I made a show of making another effort. I sat still for several moments, then fidgeted absently with my cuff until she looked at me doing it. Then I cast my eyes down as if ashamed. "The candle smells very sweet," I complimented her.

Kettricken sighed and gave up on me. "The girl who makes them has a very keen awareness of scents. Almost she can bring me my gardens and surround me with their fragrances. Regal brought me one of her honeysuckle tapers, and after that I sought out her wares myself. She is a serving girl here, and does not have the time or resources to make too many. So I count myself fortunate when she brings them to offer to me."

"Regal," I repeated. Regal speaking to Molly. Regal knowing her well enough to know of her candle making. Everything inside me clenched with foreboding. "My queen, I think I distract you from what you wish to be doing. That is not my desire. May I leave you now, to return again when you wish to have company?"
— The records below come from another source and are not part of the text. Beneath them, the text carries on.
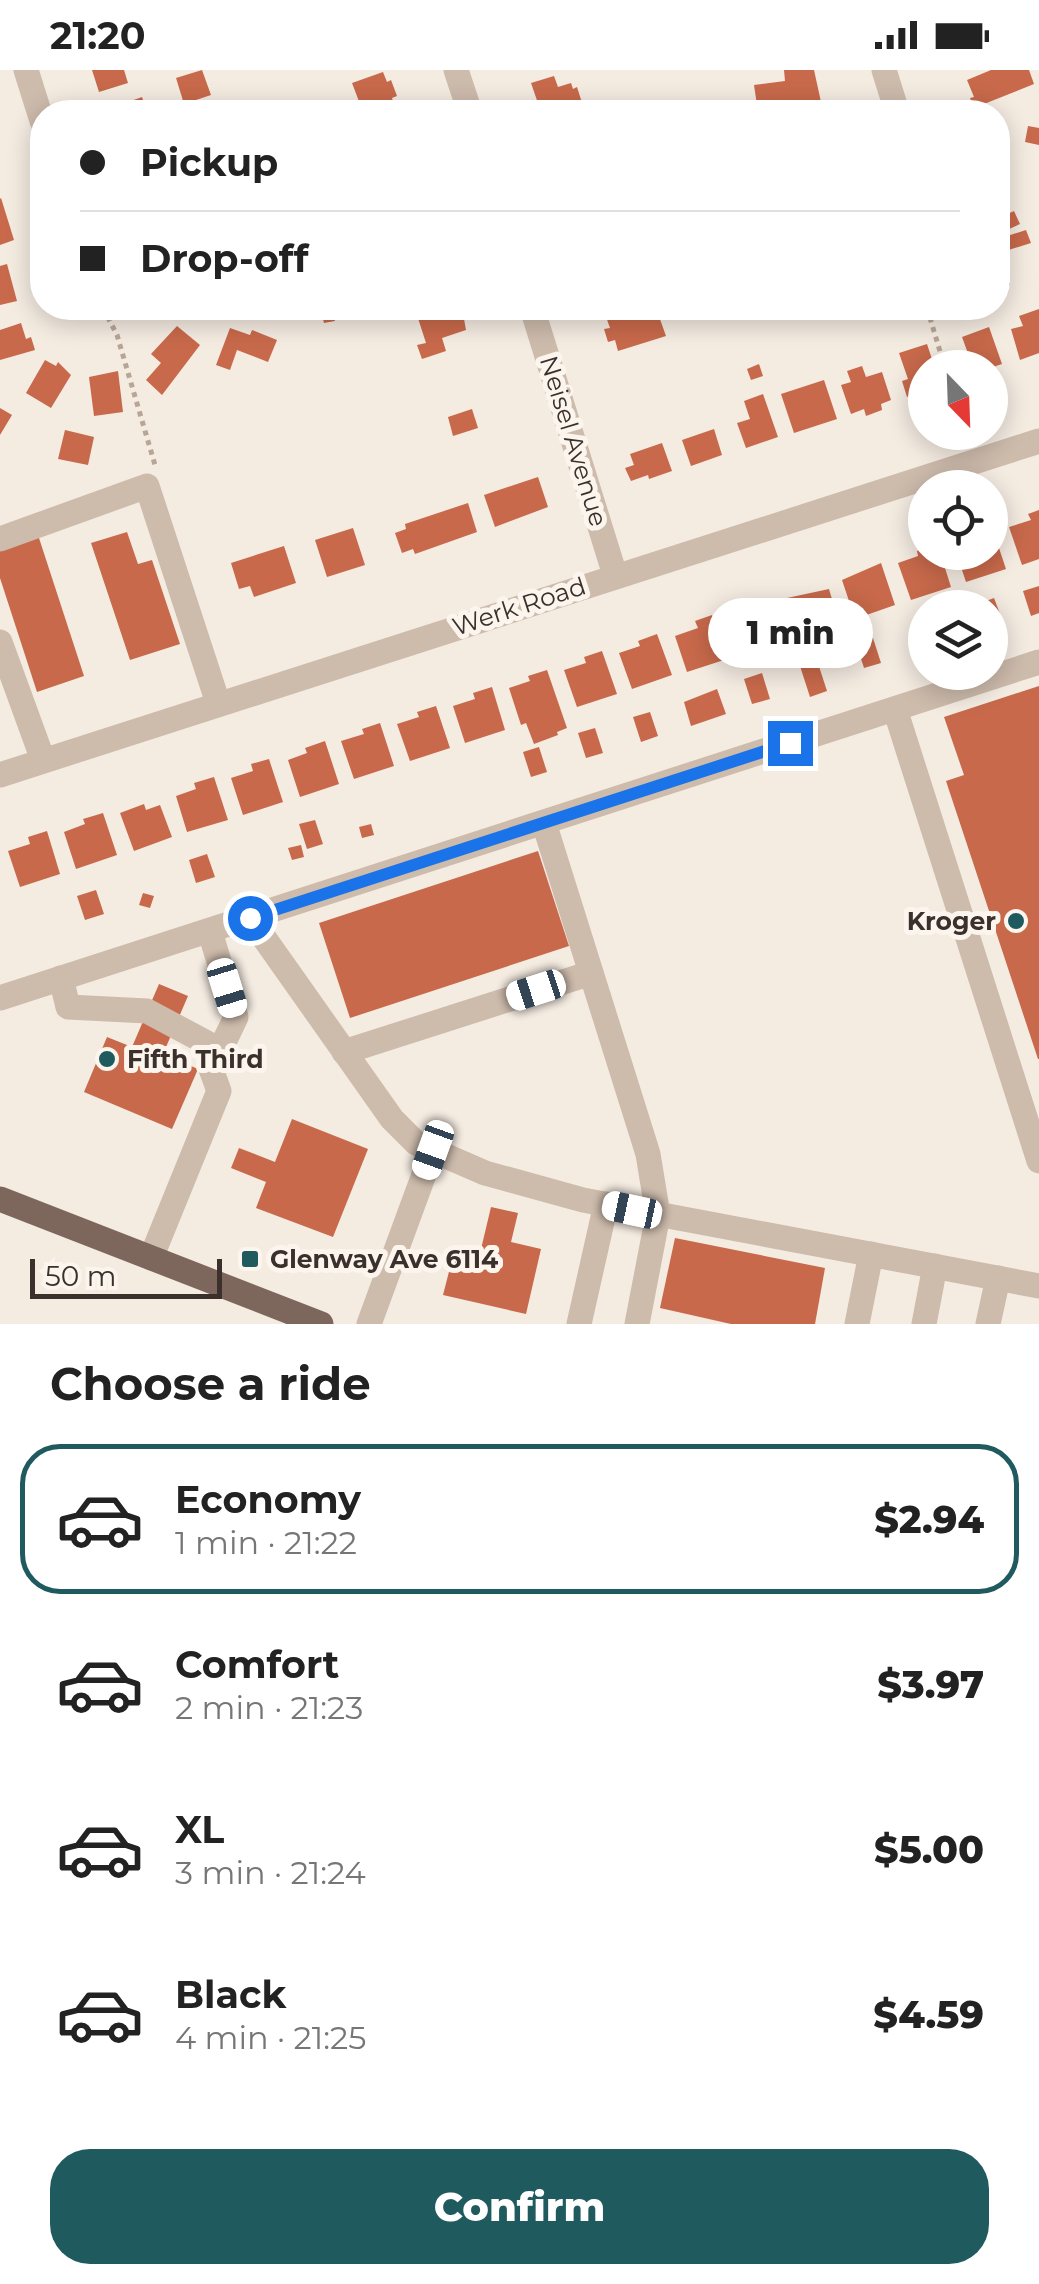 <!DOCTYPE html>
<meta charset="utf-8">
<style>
:root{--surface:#fff;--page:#f6f6f6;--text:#222;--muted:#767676;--line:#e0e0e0;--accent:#1f5a5e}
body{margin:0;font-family:Montserrat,sans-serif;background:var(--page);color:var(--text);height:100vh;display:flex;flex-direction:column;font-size:38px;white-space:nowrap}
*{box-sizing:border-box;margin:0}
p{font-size:32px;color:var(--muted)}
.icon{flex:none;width:55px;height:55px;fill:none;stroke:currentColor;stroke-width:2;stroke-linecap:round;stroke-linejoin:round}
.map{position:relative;height:1254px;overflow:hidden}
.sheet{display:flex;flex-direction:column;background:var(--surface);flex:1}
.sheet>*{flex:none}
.banner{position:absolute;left:30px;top:30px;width:980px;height:220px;border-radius:40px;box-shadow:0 5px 25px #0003;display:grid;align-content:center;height:220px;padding:0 50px;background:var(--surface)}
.needle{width:65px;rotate:157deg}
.fabs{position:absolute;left:908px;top:280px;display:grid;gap:20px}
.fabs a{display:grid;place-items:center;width:100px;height:100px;border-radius:50%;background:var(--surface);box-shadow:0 5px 25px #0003;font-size:50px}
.scale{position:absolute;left:30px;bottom:25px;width:192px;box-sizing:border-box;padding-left:10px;border:5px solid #3b302b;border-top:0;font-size:28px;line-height:35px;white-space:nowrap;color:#3b302b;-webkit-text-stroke:8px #fbf5ee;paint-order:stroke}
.end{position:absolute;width:45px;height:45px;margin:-22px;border:12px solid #1a73e8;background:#fff;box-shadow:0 0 0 5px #fff}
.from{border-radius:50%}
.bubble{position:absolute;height:70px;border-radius:35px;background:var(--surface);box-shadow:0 5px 25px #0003;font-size:32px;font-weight:800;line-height:70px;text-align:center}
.car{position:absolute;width:30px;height:60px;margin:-30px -15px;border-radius:12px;box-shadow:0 0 8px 2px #0007;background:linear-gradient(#fff 24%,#345 0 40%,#fff 0 76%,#345 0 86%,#fff 0)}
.banner b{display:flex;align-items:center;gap:35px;height:95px;font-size:38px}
.banner b+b{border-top:2px solid var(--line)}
.banner i{width:25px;height:25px;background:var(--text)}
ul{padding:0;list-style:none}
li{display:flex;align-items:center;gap:30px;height:150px;margin:0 20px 15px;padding:0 30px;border:5px solid transparent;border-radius:40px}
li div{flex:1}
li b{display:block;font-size:38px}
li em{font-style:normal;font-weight:800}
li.active{border-color:var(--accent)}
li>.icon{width:90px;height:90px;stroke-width:1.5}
h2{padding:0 50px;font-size:45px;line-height:120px}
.cta{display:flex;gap:20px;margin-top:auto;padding:20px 50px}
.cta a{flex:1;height:115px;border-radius:40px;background:var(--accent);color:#fff;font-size:40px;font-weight:800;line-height:115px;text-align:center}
.status{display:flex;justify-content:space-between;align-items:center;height:70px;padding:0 50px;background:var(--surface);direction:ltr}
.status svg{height:28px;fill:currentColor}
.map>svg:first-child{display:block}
.building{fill:#c8694b}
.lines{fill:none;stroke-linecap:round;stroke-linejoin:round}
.path{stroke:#b9a596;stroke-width:5;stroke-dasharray:5 5;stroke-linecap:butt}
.minor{stroke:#cdbbac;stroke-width:25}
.major{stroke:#7d675c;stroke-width:25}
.route{stroke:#1a73e8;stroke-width:12}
.poi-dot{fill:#1f5a5e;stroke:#fbf5ee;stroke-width:4}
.labels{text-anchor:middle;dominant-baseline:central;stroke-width:10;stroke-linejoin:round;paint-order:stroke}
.street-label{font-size:25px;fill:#3b302b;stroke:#fbf5ee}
.poi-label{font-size:25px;font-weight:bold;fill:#3b302b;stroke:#fbf5ee;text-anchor:start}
</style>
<div class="status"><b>21:20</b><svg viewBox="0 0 49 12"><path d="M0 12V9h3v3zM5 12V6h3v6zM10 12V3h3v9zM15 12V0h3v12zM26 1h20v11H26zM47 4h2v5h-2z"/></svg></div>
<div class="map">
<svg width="1039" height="1254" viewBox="0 0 1039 1254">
<rect width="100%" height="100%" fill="#f4ebe1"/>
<g class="building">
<path d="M92 0H124L128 13 99 22Z"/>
<path d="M202 0 211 25 184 34 176 8Z"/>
<path d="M784 0H814L821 32 793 36V40L758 42 754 15 785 11Z"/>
<path d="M991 0H1029L1034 14 974 38 970 28 974 27 967 10Z"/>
<path d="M383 2 387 12 391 10 397 26 392 28 395 38 383 42H363L352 13Z"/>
<path d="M554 6 558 17 571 13 573 19 577 17 585 42H541L531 13Z"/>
<path d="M142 27 147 42H106V40Z"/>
<path d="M1028 56 1039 58V75L1025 72Z"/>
<path d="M998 69 1007 74 998 94Z"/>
<path d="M1 128 14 170 0 175V129Z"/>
<path d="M1014 141 1020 154 1007 160 1001 147Z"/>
<path d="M1026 160 1031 173 1002 182 998 169Z"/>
<path d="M998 181 1010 215 998 219Z"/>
<path d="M7 194 17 231 0 235V196Z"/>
<path d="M331 238 335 251 324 253 321 241Z"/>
<path d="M429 238H462L466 260 442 268 446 281 422 289 417 275 426 273 416 242Z"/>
<path d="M624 238H656L666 266 618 281 615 270 608 272 604 259 610 258 605 244Z"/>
<path d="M1039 239V283L1020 290 1011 259 1023 256 1019 246Z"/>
<path d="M21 253 26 269 31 267 35 280 0 290V260Z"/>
<path d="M177 256 200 275 162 325 146 310 161 293 151 284Z"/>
<path d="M989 257 1002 294 990 298H967L964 291 970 289 962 267Z"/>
<path d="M230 258 250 265 252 260 277 270 268 292 237 280 230 300 216 295Z"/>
<path d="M927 274 935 298H925V320L907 327 902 311 908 309 899 283Z"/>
<path d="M45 290 56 296 58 292 71 305 51 338 26 323Z"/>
<path d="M759 294 763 306 751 310 747 299Z"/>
<path d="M862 296 866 307 882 302 891 330 881 334 882 340 866 346 864 339 851 344 841 315 851 312 847 301Z"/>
<path d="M118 301 123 342 94 346 89 307Z"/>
<path d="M824 310 837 349 794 363 781 324Z"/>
<path d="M763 324 778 367 746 378 737 353 750 349 744 331Z"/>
<path d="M0 338 12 345 0 365Z"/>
<path d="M472 339 478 358 453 366 448 347Z"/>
<path d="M714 359 722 385 691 396 682 370Z"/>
<path d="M65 360 94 367 88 395 58 389Z"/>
<path d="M662 373 672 401 649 409 648 405 631 411 625 398 634 395 630 384Z"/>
<path d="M538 407 548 437 495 457 484 425Z"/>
<path d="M468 433 477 462 415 484 413 479 402 483 395 463 406 459 405 454Z"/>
<path d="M1039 440V489L1022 495 1009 457 1031 450 1028 444Z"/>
<path d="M991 454 1006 499 966 512 956 482H990Z"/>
<path d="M353 458 365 495 327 507 315 470Z"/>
<path d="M127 462 138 494 152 490 180 574 130 590 91 473Z"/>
<path d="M38 465 84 606 37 622 0 508V478Z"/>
<path d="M284 476 296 513 254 527 250 516 239 519 231 493Z"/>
<path d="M925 478V482H940L951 517 911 530 898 493 918 486 917 481Z"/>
<path d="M881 493 895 535 855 549 842 510Z"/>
<path d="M1039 516V543L1031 546 1023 521Z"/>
<path d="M829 519 839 553 800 565 787 528Z"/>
<path d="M769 528 783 570 743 583 732 547 752 540 750 534Z"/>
<path d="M994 528 1005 557 990 563V538L970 537Z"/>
<path d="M712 545 727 589 687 602 675 566 698 558 695 551Z"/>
<path d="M657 564 672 605 632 619 619 583 640 576 638 571Z"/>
<path d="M873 568 881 593 864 598 856 573Z"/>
<path d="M602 581 617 624 577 637 564 600 586 593 584 587Z"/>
<path d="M816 587 827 621 810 627 799 593Z"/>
<path d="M547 600 567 658 557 662 558 665 534 674 526 653 521 655 509 618 530 611 528 606Z"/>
<path d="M762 603 770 629 752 634 744 609Z"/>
<path d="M1039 616V989H1038L946 711 964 705 944 647Z"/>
<path d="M492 617 505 660 465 673 453 636 475 629 473 623Z"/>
<path d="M717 619 726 644 691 656 684 632Z"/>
<path d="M436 636 450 678 410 691 397 654 419 647 417 642Z"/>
<path d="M650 642 658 666 641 672 633 647Z"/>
<path d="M380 653 394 696 354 709 341 671 364 664 362 659Z"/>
<path d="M595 658 603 683 586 688 578 663Z"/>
<path d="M325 671 339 714 300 727 288 690 307 683 305 678Z"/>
<path d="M539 677 547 702 531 707 523 682Z"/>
<path d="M269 689 283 732 243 745 231 708 253 701 251 694Z"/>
<path d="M214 707 228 750 187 762 176 726 196 719 194 713Z"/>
<path d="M144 734 146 740 160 735 172 767 134 781 120 743Z"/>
<path d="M103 743 117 785 76 799 64 762 85 754 83 749Z"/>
<path d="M315 750 323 774 307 779 299 754Z"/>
<path d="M371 754 374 765 362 768 359 757Z"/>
<path d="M47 761 60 804 20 817 8 781 30 774 28 767Z"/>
<path d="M301 775 304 787 292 790 288 778Z"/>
<path d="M538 781 569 876 350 948 319 853Z"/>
<path d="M207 784 215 807 196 813 189 790Z"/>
<path d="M96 820 104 844 85 850 77 826Z"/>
<path d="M143 823 154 826 150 838 139 835Z"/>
<path d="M159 914 188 926 163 984 198 999 172 1059 84 1022 107 967 132 977Z"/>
<path d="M292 1049 368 1079 333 1167 256 1138 266 1112 231 1098 239 1078 275 1092Z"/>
<path d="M491 1137 518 1143 511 1172 541 1179 526 1244 443 1225 452 1190 477 1196Z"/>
<path d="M675 1168 825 1198 815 1254H731L660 1238Z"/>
</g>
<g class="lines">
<g class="path">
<path d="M103 238 117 265 155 395"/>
<path d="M927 238 945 298"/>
</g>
<g class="minor">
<path d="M26 0 42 51"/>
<path d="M456 0 470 42"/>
<path d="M884 0 894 32"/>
<path d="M532 238 615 505"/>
<path d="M0 469 147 416 218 633"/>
<path d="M0 572 43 690"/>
<path d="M895 639 1039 1091"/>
<path d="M0 705 1039 371"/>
<path d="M544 753 648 1084 658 1145 637 1254"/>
<path d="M250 848 392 1049 416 1073 485 1103 583 1130 1039 1216"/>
<path d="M61 908 68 937 147 941 220 980"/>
<path d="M0 928 1039 592"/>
<path d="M344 982 591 903"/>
<path d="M151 1188 219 1021 211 999 236 947 210 862"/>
<path d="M369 1254 433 1080"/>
<path d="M579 1254 606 1134"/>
<path d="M857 1254 871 1184"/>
<path d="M924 1254 935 1196"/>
<path d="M988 1254 998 1208"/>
</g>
<path class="major" d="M0 1129 321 1254"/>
</g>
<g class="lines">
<path class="route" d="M250 848 790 673"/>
</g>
<g class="poi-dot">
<circle cx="1016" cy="851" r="10"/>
<circle cx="107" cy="989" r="10"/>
<rect x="240" y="1179" width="20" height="20" rx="5"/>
</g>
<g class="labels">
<g class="street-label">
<text transform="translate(574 371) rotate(73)">Neisel Avenue</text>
<text transform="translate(519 536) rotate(-18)">Werk Road</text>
</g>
<g class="poi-label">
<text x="996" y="851" text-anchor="end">Kroger</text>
<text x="127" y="989">Fifth Third</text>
<text x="270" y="1189">Glenway Ave 6114</text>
</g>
</g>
</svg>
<div class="fabs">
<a><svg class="needle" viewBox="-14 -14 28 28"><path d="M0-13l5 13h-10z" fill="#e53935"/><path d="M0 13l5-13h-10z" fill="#767676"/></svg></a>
<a><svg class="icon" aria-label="locate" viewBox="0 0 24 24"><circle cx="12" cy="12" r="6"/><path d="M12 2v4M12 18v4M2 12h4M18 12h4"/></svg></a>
<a><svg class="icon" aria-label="layers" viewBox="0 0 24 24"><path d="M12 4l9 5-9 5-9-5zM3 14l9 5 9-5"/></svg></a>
</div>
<div class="scale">50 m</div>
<i class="end from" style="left:250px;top:848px"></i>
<i class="end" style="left:790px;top:673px"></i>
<div class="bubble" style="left:708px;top:528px;width:165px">1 min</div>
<i class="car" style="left:227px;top:918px;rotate:163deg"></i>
<i class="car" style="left:536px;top:920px;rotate:252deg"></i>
<i class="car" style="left:433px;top:1080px;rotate:200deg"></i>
<i class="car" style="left:632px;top:1140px;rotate:282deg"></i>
<div class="banner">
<b><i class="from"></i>Pickup</b>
<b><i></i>Drop-off</b>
</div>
</div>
<section class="sheet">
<h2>Choose a ride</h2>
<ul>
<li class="active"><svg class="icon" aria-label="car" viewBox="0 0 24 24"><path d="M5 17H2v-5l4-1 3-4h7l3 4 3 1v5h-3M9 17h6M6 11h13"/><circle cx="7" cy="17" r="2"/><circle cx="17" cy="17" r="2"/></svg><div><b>Economy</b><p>1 min · 21:22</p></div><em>$2.94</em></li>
<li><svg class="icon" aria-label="car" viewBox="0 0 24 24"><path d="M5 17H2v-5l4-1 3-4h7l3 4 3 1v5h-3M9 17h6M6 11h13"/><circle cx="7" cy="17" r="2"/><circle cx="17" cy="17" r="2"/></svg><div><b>Comfort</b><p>2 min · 21:23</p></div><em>$3.97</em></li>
<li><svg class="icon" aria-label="car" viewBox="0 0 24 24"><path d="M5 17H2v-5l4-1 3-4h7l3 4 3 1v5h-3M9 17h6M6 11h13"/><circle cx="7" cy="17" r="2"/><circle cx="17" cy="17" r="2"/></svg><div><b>XL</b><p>3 min · 21:24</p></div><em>$5.00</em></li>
<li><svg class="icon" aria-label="car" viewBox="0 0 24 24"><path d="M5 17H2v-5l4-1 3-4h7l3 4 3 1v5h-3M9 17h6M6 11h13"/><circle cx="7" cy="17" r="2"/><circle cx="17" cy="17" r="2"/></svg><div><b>Black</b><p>4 min · 21:25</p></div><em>$4.59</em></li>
</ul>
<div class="cta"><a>Confirm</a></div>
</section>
"This exercise does not exclude company, FitzChivalry." She looked at me sadly. "Will not you try again to let go? For a moment I thought ... No? Ah, then, I let you go." I heard regret and loneliness in her voice. Then she straightened herself. She took a breath, breathed it out slowly. I felt again her consciousness thrumming in the web. She has the Wit, I thought to myself. Not strong, but she has it.

I left her room quietly. There was a tiny bit of amusement to wondering what Burrich would think if he knew. Much less amusing to recall how she had been alerted to me when I quested out with the Wit. I thought of my night hunts with the wolf. Would soon the Queen begin to complain of strange dreams?